Roh et al. (2001) has shown that EGF-R signaling is required for the differentiation of pituitary cells only in early pituitary organogenesis. The overexpression of human TGF-α induced in transgenic mice accelerates the development of pituitary mammotrophic adenoma (McAndrew et al., 1995). In pituitary tumor cells, TGF-α affects cell proliferation in either a stimulatory or inhibitory manner (Ramsdell, 1991; Finley and Ramsdell, 1994).

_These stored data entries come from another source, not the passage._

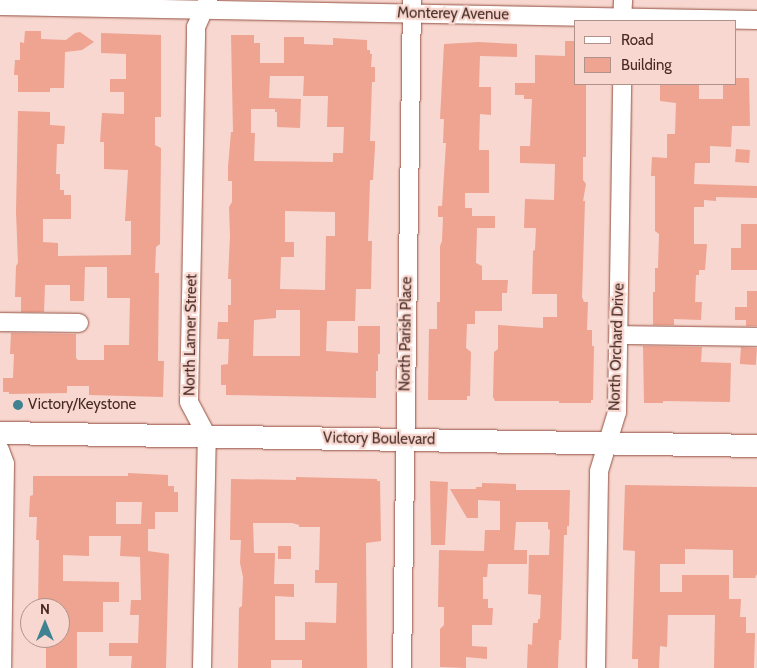 <!DOCTYPE html>
<style>
body{margin:0}
#map{position:relative;width:757px;height:668px;overflow:hidden;background:#f7d7cf;font-family:Cabin,sans-serif}
div>[style]{position:absolute}
[style*='--x']{left:calc(var(--x)*1px);top:calc(var(--y)*1px);width:calc(var(--w)*1px);rotate:calc(var(--a)*1deg)}
.building>*{inset:0;background:#efa391;transform-origin:0 0}
.roads{filter:drop-shadow(0 0 1px #955041) drop-shadow(0 0 1px #955041)}
.minor>*{height:18px;margin:-9px;padding:0 9px;transform-origin:9px;border-radius:9px;background:#fff}
.major>*{height:22px;margin:-11px;padding:0 11px;transform-origin:11px;border-radius:11px;background:#fff}
.dots>*{width:14px;height:14px;translate:-50% -50%;box-sizing:border-box;border:2px solid #f7d7cf;border-radius:50%}
span{translate:-50% -50%;white-space:nowrap;text-align:center;line-height:1.15;-webkit-text-stroke:4.5px #f7d7cf;paint-order:stroke}
.street-label{font-size:15px;color:#482a23}
.poi-label{font-size:15px;color:#482a23}
.left{translate:0 -50%;text-align:left}
.legend{position:absolute;left:574px;top:20px;width:162px;height:65px;box-sizing:border-box;background:#f7d7cf;border:1px solid #b1928a;margin:0;padding:6px 9px;list-style:none;font-size:15px;color:#482a23}
.legend li{display:flex;align-items:center;gap:10px;height:25px}
.legend b{width:25px;border:1px solid #b1928a}
.north{position:absolute;left:20px;top:598px;width:50px;height:50px;box-sizing:border-box;background:#f7d7cf;border:1px solid #b1928a;border-radius:50%;rotate:0deg;font-size:14px;font-weight:700;line-height:20px;text-align:center;color:#482a23}
.north::after{content:'';display:block;margin:auto;width:18px;height:22px;background:#3f8392;clip-path:polygon(50% 0,100% 100%,50% 72%,0 100%)}
</style>
<div id="map">
<div class="building">
<div style="clip-path:polygon(25px 31px,41px 31px,41px 39px,66px 40px,75px 33px,80px 32px,94px 42px,82px 50px,65px 52px,64px 88px,50px 88px,50px 92px,18px 92px,18px 75px,14px 75px,15px 60px,20px 60px,20px 42px,24px 43px)"></div>
<div style="clip-path:polygon(101px 33px,161px 35px,161px 117px,155px 117px,155px 145px,161px 148px,160px 244px,156px 247px,155px 273px,159px 273px,158px 361px,164px 361px,163px 397px,89px 395px,89px 386px,67px 386px,67px 393px,9px 394px,9px 392px,3px 392px,3px 378px,13px 378px,14px 354px,10px 354px,11px 333px,76px 334px,76px 358px,78px 360px,104px 360px,104px 345px,129px 345px,130px 298px,107px 298px,107px 267px,85px 267px,84px 301px,70px 301px,70px 285px,45px 285px,44px 312px,21px 312px,21px 297px,15px 297px,16px 266px,18px 263px,16px 212px,18px 111px,50px 112px,50px 125px,65px 126px,64px 144px,57px 144px,56px 174px,60px 174px,60px 190px,64px 190px,64px 195px,71px 195px,71px 219px,43px 219px,43px 242px,58px 243px,58px 256px,131px 255px,131px 221px,125px 221px,128px 170px,104px 169px,104px 142px,100px 142px,102px 113px,124px 114px,124px 92px,110px 92px,110px 79px,126px 79px,126px 54px,101px 53px)"></div>
<div style="clip-path:polygon(evenodd,231px 35px,254px 35px,254px 43px,260px 43px,260px 63px,284px 63px,284px 37px,304px 37px,304px 44px,333px 45px,333px 38px,367px 40px,367px 50px,370px 50px,370px 54px,372px 54px,371px 67px,375px 67px,375px 82px,372px 82px,370px 141px,375px 141px,375px 147px,373px 180px,370px 180px,368px 241px,372px 241px,371px 289px,356px 289px,355px 321px,327px 321px,326px 351px,358px 353px,358px 326px,380px 326px,380px 354px,378px 354px,378px 371px,376px 371px,376px 398px,226px 395px,226px 385px,221px 385px,221px 365px,228px 364px,229px 339px,217px 339px,218px 322px,228px 322px,228px 305px,231px 305px,231px 279px,228px 279px,230px 236px,229px 207px,232px 202px,232px 181px,228px 181px,228px 167px,231px 132px,233px 132px,231px 35px,270px 76px,304px 76px,303px 96px,328px 96px,327px 127px,344px 127px,343px 153px,333px 153px,333px 162px,254px 161px,255px 133px,251px 133px,251px 109px,275px 109px,275px 112px,277px 112px,277px 127px,300px 128px,301px 99px,269px 98px,270px 76px,231px 35px,285px 211px,335px 212px,335px 236px,326px 236px,325px 290px,280px 289px,281px 257px,294px 257px,294px 242px,285px 242px,285px 211px,231px 35px,276px 310px,300px 310px,300px 356px,253px 356px,254px 320px,276px 318px,276px 310px)"></div>
<div style="clip-path:polygon(565px 41px,576px 41px,576px 84px,586px 84px,586px 157px,583px 157px,583px 180px,586px 184px,583px 201px,585px 201px,582px 297px,584px 302px,588px 302px,587px 330px,592px 330px,592px 346px,594px 346px,593px 400px,591px 400px,591px 403px,559px 403px,559px 401px,495px 401px,493px 397px,494px 352px,498px 349px,498px 325px,543px 328px,543px 317px,557px 317px,557px 294px,532px 294px,533px 251px,535px 250px,536px 228px,524px 228px,525px 199px,554px 200px,555px 164px,520px 163px,520px 146px,530px 146px,532px 99px,524px 99px,524px 95px,515px 95px,515px 83px,535px 83px,535px 55px,565px 56px)"></div>
<div style="clip-path:polygon(479px 42px,517px 44px,517px 57px,480px 56px,479px 87px,491px 87px,491px 115px,480px 114px,479px 150px,489px 150px,489px 193px,465px 193px,465px 208px,472px 208px,472px 216px,495px 216px,495px 228px,477px 228px,476px 263px,482px 266px,482px 280px,508px 280px,507px 293px,502px 293px,502px 311px,475px 311px,475px 324px,467px 324px,466px 348px,471px 352px,470px 396px,467px 396px,467px 400px,428px 400px,429px 329px,437px 329px,437px 302px,440px 302px,440px 246px,442px 241px,443px 217px,438px 217px,438px 206px,442px 206px,446px 143px,443px 143px,444px 119px,440px 119px,444px 44px)"></div>
<div style="clip-path:polygon(736px 78px,749px 78px,750px 126px,732px 126px,731px 147px,710px 146px,710px 163px,695px 163px,694px 184px,757px 186px,757px 198px,716px 197px,716px 201px,704px 200px,704px 207px,694px 207px,694px 244px,707px 244px,705px 270px,699px 270px,699px 275px,696px 275px,695px 302px,702px 302px,701px 320px,674px 319px,674px 325px,653px 325px,653px 292px,655px 292px,655px 268px,658px 268px,659px 234px,655px 231px,655px 176px,651px 176px,652px 157px,667px 158px,667px 134px,675px 134px,676px 103px,660px 101px,660px 84px,699px 84px,699px 99px,723px 99px,723px 84px,736px 84px)"></div>
<div style="left:736px;top:149px;width:14px;height:13px;rotate:4deg"></div>
<div style="clip-path:polygon(741px 224px,757px 224px,757px 270px,731px 270px,731px 248px,741px 248px)"></div>
<div style="clip-path:polygon(747px 291px,757px 291px,757px 326px,746px 326px,746px 320px,735px 320px,735px 307px,747px 307px)"></div>
<div style="clip-path:polygon(643px 346px,702px 347px,701px 362px,731px 363px,730px 402px,663px 401px,663px 403px,644px 403px)"></div>
<div style="left:741px;top:347px;width:16px;height:17px;rotate:4deg"></div>
<div style="clip-path:polygon(evenodd,128px 473px,168px 475px,168px 486px,174px 486px,174px 492px,178px 492px,178px 512px,155px 512px,155px 529px,148px 529px,148px 551px,169px 554px,166px 668px,131px 668px,132px 656px,109px 656px,109px 643px,138px 643px,139px 615px,130px 615px,131px 600px,141px 600px,140px 557px,120px 556px,121px 536px,89px 536px,89px 556px,63px 555px,63px 581px,119px 582px,119px 602px,103px 602px,103px 632px,77px 632px,77px 668px,46px 668px,46px 638px,60px 638px,60px 608px,38px 608px,39px 540px,36px 540px,37px 517px,29px 517px,30px 496px,33px 495px,33px 476px,128px 476px,128px 473px,116px 502px,142px 502px,141px 524px,116px 524px,116px 502px)"></div>
<div style="clip-path:polygon(evenodd,296px 477px,377px 479px,377px 481px,380px 481px,381px 541px,366px 543px,367px 668px,302px 668px,302px 660px,271px 660px,271px 668px,238px 668px,239px 608px,242px 606px,243px 577px,240px 563px,241px 540px,230px 540px,231px 479px,296px 480px,296px 477px,253px 523px,292px 523px,299px 525px,299px 527px,320px 527px,319px 570px,315px 570px,315px 583px,337px 583px,336px 623px,305px 622px,305px 640px,275px 640px,275px 596px,294px 597px,294px 584px,274px 584px,275px 553px,254px 553px,253px 523px)"></div>
<div style="clip-path:polygon(430px 481px,448px 482px,445px 545px,431px 545px)"></div>
<div style="clip-path:polygon(482px 483px,516px 484px,516px 490px,570px 490px,569px 526px,567px 526px,567px 535px,564px 535px,561px 640px,559px 640px,558px 668px,527px 668px,528px 644px,532px 645px,533px 623px,538px 623px,538px 619px,540px 619px,541px 595px,528px 594px,529px 555px,549px 555px,550px 530px,548px 529px,548px 522px,516px 522px,514px 550px,527px 550px,527px 564px,488px 564px,487px 577px,483px 577px,483px 599px,488px 599px,488px 608px,493px 608px,492px 625px,472px 625px,472px 646px,487px 647px,487px 659px,466px 657px,466px 668px,440px 667px,440px 629px,444px 625px,444px 607px,438px 607px,439px 550px,484px 551px,485px 530px,500px 530px,500px 501px,478px 500px,478px 518px,467px 518px,450px 489px,476px 489px,476px 487px,482px 487px)"></div>
<div style="clip-path:polygon(625px 485px,757px 487px,757px 574px,755px 578px,733px 578px,733px 550px,685px 549px,685px 564px,660px 564px,660px 592px,682px 592px,682px 575px,729px 575px,729px 599px,741px 599px,740px 617px,746px 617px,746px 633px,755px 633px,754px 668px,714px 668px,715px 615px,668px 615px,667px 647px,660px 646px,659px 668px,638px 668px,638px 659px,632px 659px,635px 551px,623px 550px)"></div>
<div style="left:278px;top:546px;width:13px;height:13px"></div>
</div>
<div class="roads">
<div class="minor">
<div style="--x:0;--y:6;--w:757;--a:1.06"></div>
<div style="--x:622;--y:21;--w:21;--a:-87"></div>
<div style="--x:0;--y:322;--w:79;--a:0.7"></div>
<div style="--x:619;--y:335;--w:138;--a:0.8"></div>
<div style="--x:0;--y:450;--w:15;--a:70"></div>
<div style="--x:5;--y:464;--w:204;--a:90.8"></div>
<div style="--x:202;--y:668;--w:232;--a:-88.8"></div>
<div style="--x:207;--y:436;--w:38;--a:-118"></div>
<div style="--x:189;--y:402;--w:370;--a:-88.9"></div>
<div style="--x:196;--y:32;--w:5;--a:-90"></div>
<div style="--x:196;--y:27;--w:30;--a:-66"></div>
<div style="--x:402;--y:668;--w:668;--a:-89.14"></div>
<div style="--x:596;--y:668;--w:197;--a:-89.1"></div>
<div style="--x:599;--y:471;--w:62;--a:-73"></div>
<div style="--x:617;--y:412;--w:328;--a:-89.1"></div>
</div>
<div class="major">
<div style="--x:0;--y:433;--w:757;--a:0.98"></div>
</div>
</div>
<div class="dots">
<div style="left:18px;top:405px;background:#3f8392"></div>
</div>
<div class="street-label">
<span style="left:453px;top:14px;rotate:1deg">Monterey Avenue</span>
<span style="left:406px;top:334px;rotate:-89deg">North Parish Place</span>
<span style="left:191px;top:335px;rotate:-89deg">North Lamer Street</span>
<span style="left:617px;top:347px;rotate:-88deg">North Orchard Drive</span>
<span style="left:379px;top:439px;rotate:1deg">Victory Boulevard</span>
</div>
<div class="poi-label">
<span class="left" style="left:28px;top:405px">Victory/Keystone</span>
</div>
<ul class="legend">
<li><b style="height:6px;background:#fff"></b>Road</li>
<li><b style="height:14px;background:#efa391"></b>Building</li>
</ul>
<div class="north">N</div>
</div>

Thus, TGF-α is involved in the growth of normal and tumor pituitary cells. However, it remains to be determined whether factors such as age and sex affect the TGF-α-induced proliferation of pituitary cells in mice.
In conclusion, we have shown in the present study that estrogen acts on somatotrophs to stimulate TGF-α synthesis, and that this TGF-α acts on pituitary cells to stimulate DNA replication. It is known that TGF-α stimulates the proliferation of mammotrophs (Oomizu et al., 2000). Therefore, these findings suggest that estrogen induced growth of mammotrophs is governed by at least the presence of TGF-α-producing somatotrophs.
Acknowledgments
This study was supported in part by Grant-in-Aid for Scientific Research from Japan Society for the Promotion of Science to S.T.